Dion fears sting of Tory attack ads on Liberals
A former leader of the Liberal Party of Canada blames Conservative attack ads for torpedoing his past election campaign — and he's worried it might happen again.
Stéphane Dion, who is running for re-election as an MP in the Montreal riding of Saint-Laurent-Cartierville, was the target of blistering attack ads from the federal Conservative party when he was Liberal leader.
The ads in 2007 and 2008 branded Dion as a weak leader and took aim at his environmental record. The Tories even paid to air some of the ads during a Canadian broadcast of the Super Bowl.
In an interview with CBC Radio on Friday, Dion said he believes the ads worked against him, and that Liberals must do a better job of countering them during the current election campaign.
"We failed. We failed. We tried to explain what was our plan and what kind of man I was, but we did not succeed," said Dion.
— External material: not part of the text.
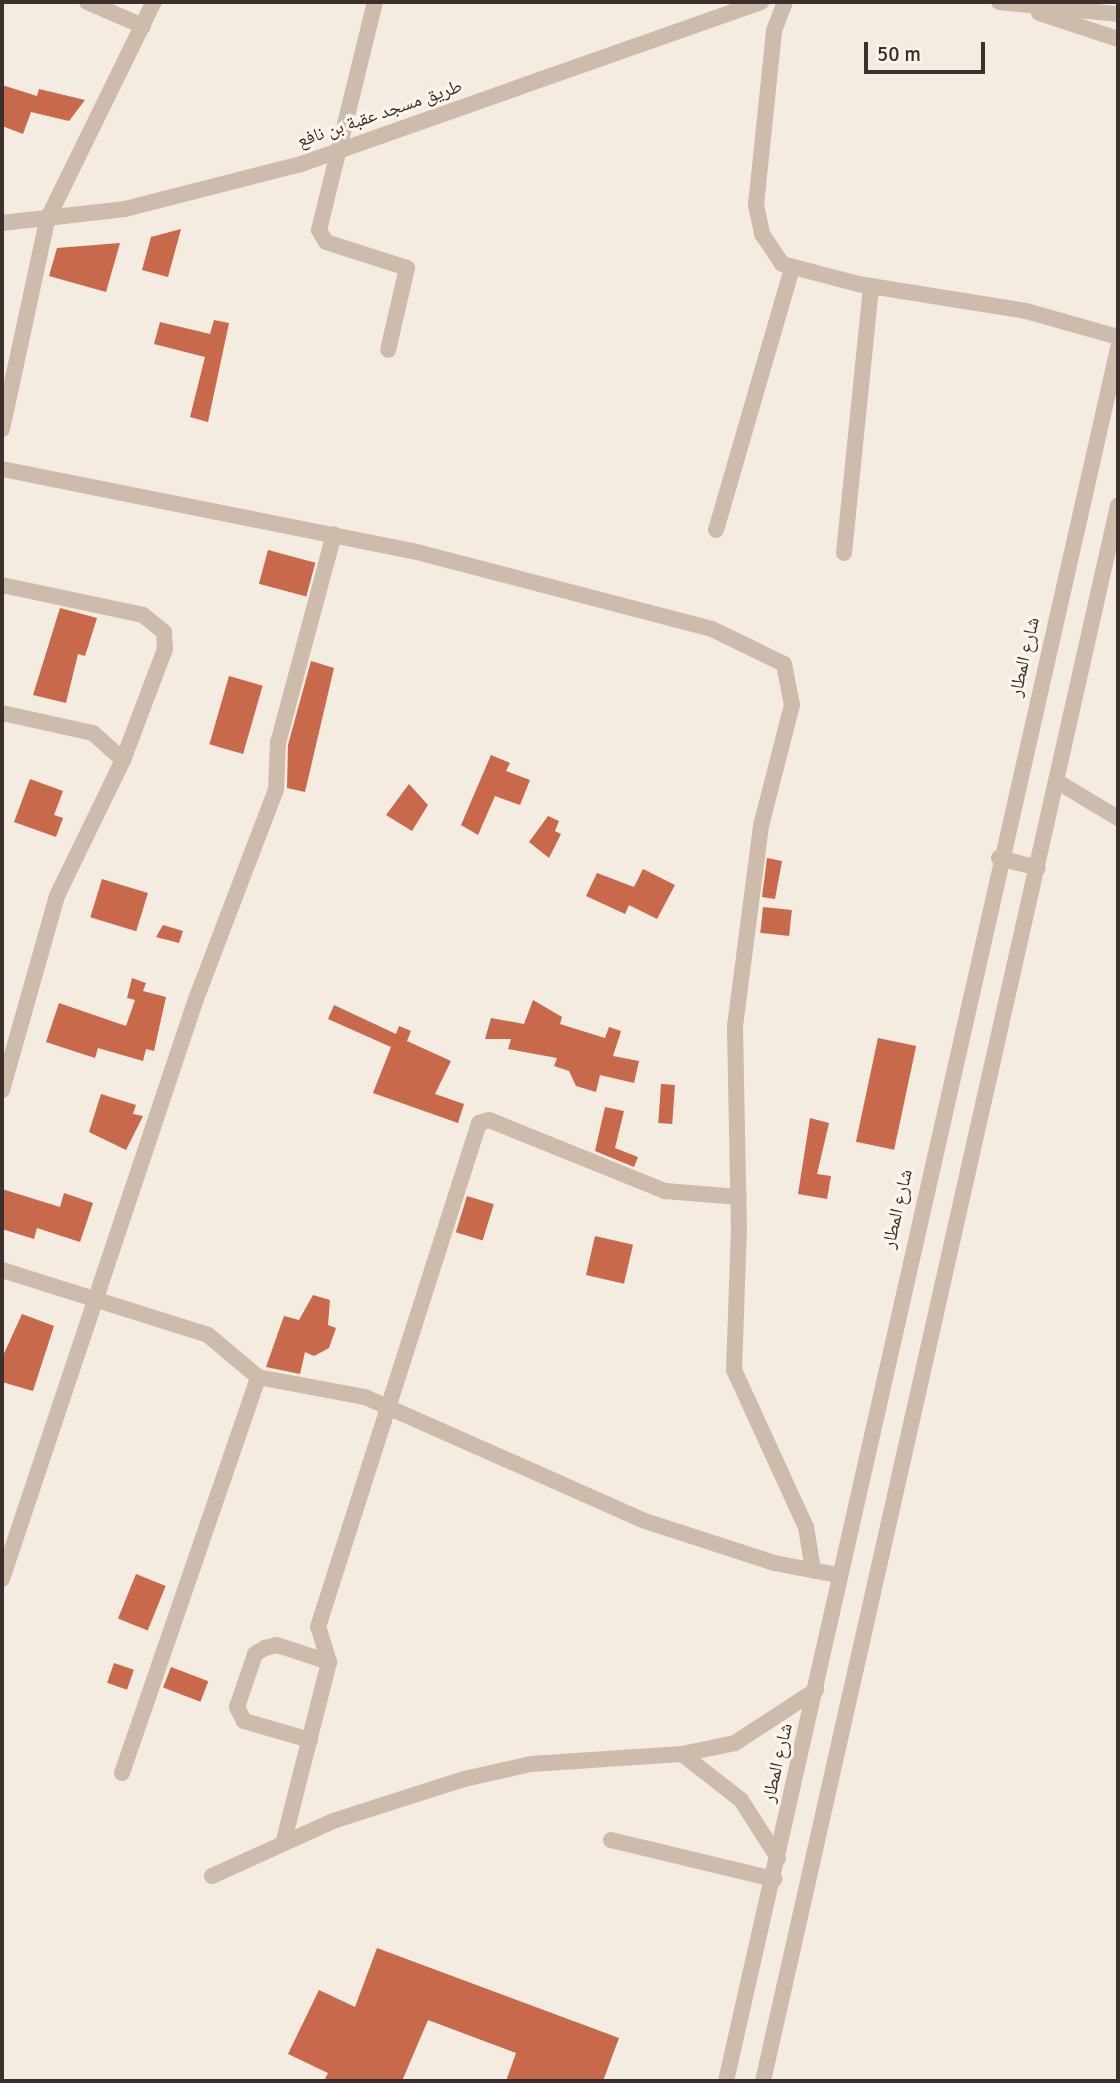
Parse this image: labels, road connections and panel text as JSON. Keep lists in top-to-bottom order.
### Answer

"The Conservatives are terribly effective to define the Liberal leader in a negative way. It worked for me. I don't want that to work for Mr. Ignatieff."
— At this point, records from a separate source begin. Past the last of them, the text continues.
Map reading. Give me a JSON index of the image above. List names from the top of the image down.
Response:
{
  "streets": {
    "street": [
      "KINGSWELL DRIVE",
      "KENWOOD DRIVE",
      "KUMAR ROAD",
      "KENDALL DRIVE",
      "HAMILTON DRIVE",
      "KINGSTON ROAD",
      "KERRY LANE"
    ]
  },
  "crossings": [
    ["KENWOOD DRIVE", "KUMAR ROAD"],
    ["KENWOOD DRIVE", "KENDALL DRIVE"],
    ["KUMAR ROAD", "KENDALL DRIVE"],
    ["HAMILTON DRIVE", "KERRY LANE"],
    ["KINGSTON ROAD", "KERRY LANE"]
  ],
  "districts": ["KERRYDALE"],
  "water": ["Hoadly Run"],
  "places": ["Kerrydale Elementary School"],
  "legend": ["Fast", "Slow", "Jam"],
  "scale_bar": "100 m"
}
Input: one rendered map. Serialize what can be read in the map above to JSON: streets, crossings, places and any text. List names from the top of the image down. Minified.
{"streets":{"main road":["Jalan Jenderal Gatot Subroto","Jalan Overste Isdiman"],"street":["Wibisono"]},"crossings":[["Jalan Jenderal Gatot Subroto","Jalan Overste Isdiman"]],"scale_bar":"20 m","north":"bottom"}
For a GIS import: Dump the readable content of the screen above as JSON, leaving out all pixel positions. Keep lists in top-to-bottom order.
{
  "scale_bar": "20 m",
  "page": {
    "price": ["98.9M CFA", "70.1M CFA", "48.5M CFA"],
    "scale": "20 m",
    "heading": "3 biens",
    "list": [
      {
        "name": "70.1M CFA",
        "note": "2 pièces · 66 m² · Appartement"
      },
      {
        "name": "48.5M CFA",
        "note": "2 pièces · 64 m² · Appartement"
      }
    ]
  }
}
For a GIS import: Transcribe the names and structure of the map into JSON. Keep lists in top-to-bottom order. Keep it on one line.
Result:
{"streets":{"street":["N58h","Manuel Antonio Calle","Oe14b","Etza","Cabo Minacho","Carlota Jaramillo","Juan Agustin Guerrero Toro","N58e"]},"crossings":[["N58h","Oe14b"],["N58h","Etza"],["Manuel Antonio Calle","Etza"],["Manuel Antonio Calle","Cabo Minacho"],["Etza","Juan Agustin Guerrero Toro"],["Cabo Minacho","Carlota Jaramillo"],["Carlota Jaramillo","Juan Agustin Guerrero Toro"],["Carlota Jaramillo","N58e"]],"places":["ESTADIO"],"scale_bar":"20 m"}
With the campaign past the halfway point, both the Liberals and Conservatives have recently rolled out new TV attack ads against each other.
The Conservative ads encouraging voters to think twice before voting for current Liberal leader Michael Ignatieff.
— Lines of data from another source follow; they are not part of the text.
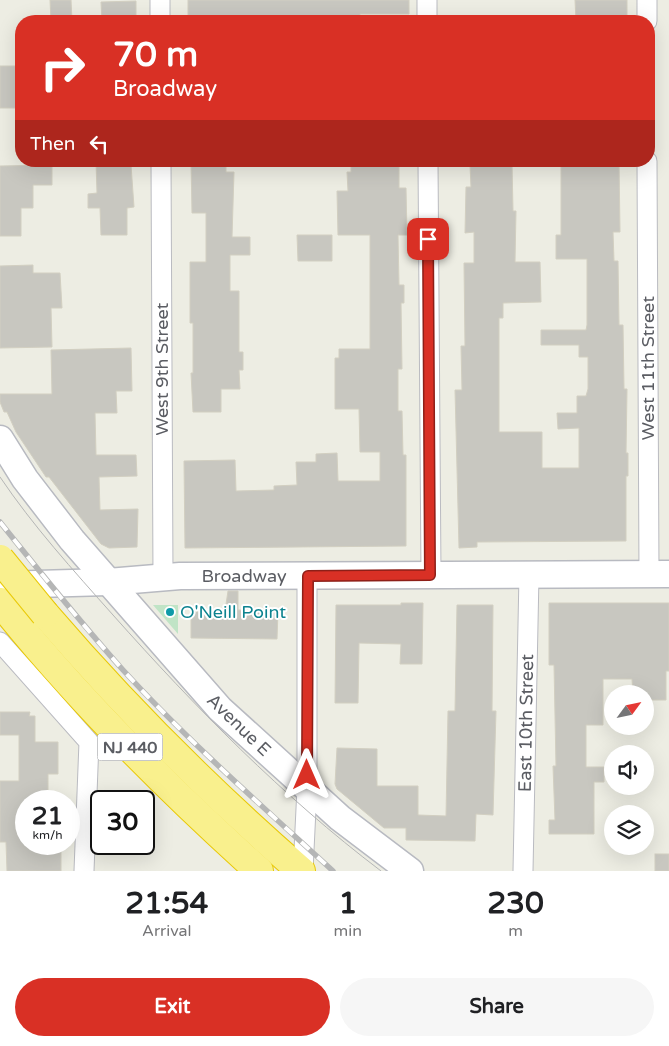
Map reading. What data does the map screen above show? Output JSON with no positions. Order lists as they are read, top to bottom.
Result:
{
  "streets": {
    "highway": ["NJ 440"],
    "street": [
      "West 11th Street",
      "West 9th Street",
      "Broadway",
      "East 10th Street",
      "Avenue E"
    ]
  },
  "crossings": [
    ["West 11th Street", "Broadway"],
    ["West 9th Street", "Broadway"],
    ["Broadway", "East 10th Street"],
    ["Broadway", "Avenue E"]
  ],
  "places": ["O'Neill Point"],
  "north": "top right",
  "page": {
    "turn": ["70 m", "Broadway"],
    "then": "Then",
    "speed": "21 km/h",
    "limit": "30",
    "eta": [
      "21:54",
      "Arrival",
      "1",
      "min",
      "230",
      "m"
    ],
    "buttons": ["Exit", "Share"]
  }
}
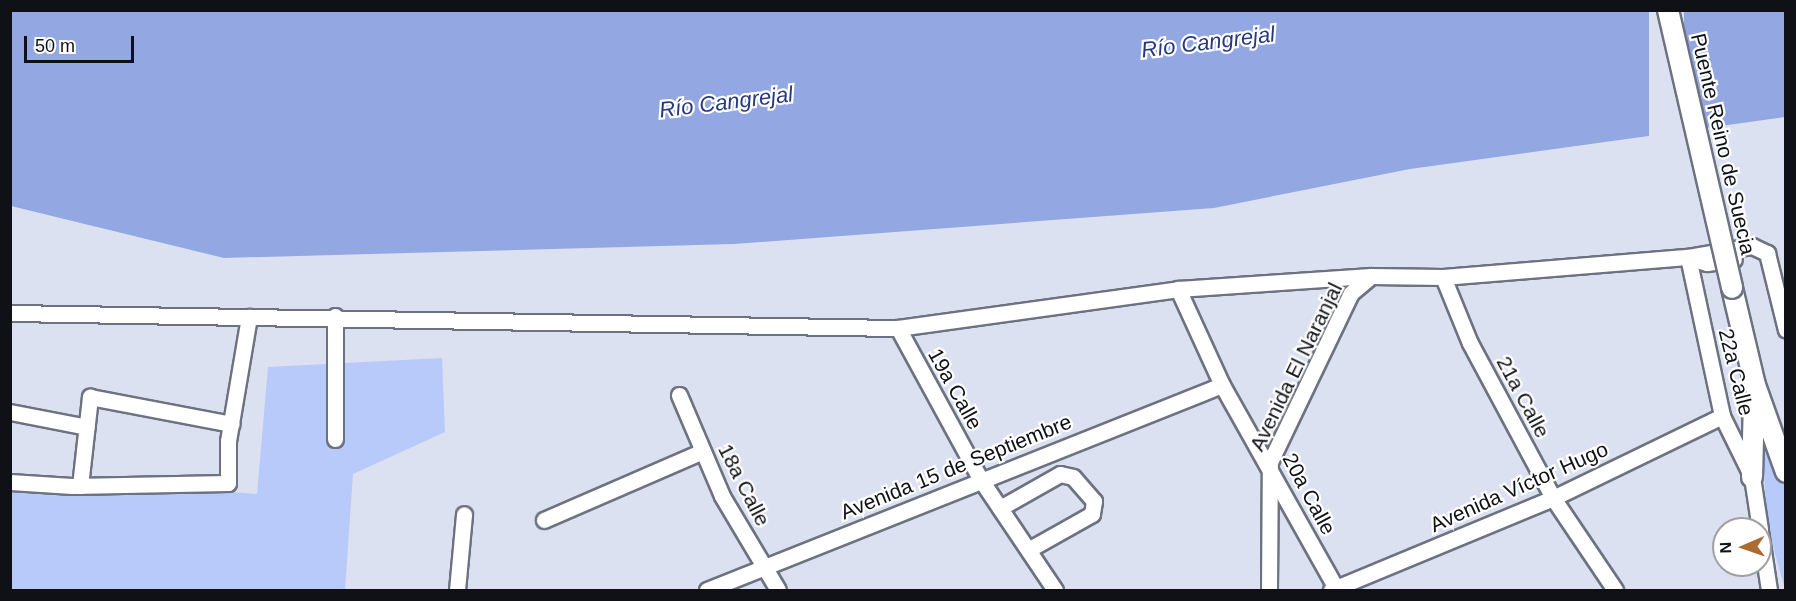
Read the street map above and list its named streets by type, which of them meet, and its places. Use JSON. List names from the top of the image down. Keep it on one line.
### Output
{"streets":{"main road":["Puente Reino de Suecia"],"street":["Avenida El Naranjal","22a Calle","19a Calle","21a Calle","Avenida 15 de Septiembre","18a Calle","Avenida Víctor Hugo","20a Calle"]},"crossings":[["Avenida El Naranjal","20a Calle"],["22a Calle","Avenida Víctor Hugo"],["19a Calle","Avenida 15 de Septiembre"],["21a Calle","Avenida Víctor Hugo"],["Avenida 15 de Septiembre","18a Calle"],["Avenida 15 de Septiembre","20a Calle"],["Avenida Víctor Hugo","20a Calle"]],"water":["Río Cangrejal"],"scale_bar":"50 m","north":"left"}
Some Tory ads have linked voting for Ignatieff with higher taxes and a "reckless" coalition that includes the Bloc Québécois.
Dion said he hopes negative campaigning does not become a model for success in Canada.
"It's why I ask everyone who believes in what we are trying to do as Liberals to work very hard because I do not want this kind of negative politics to win twice. The message will be that the way to win in Canada is to be negative," he said.
Political advertising is excluded from the Advertising Standards Canada code of advertising standards.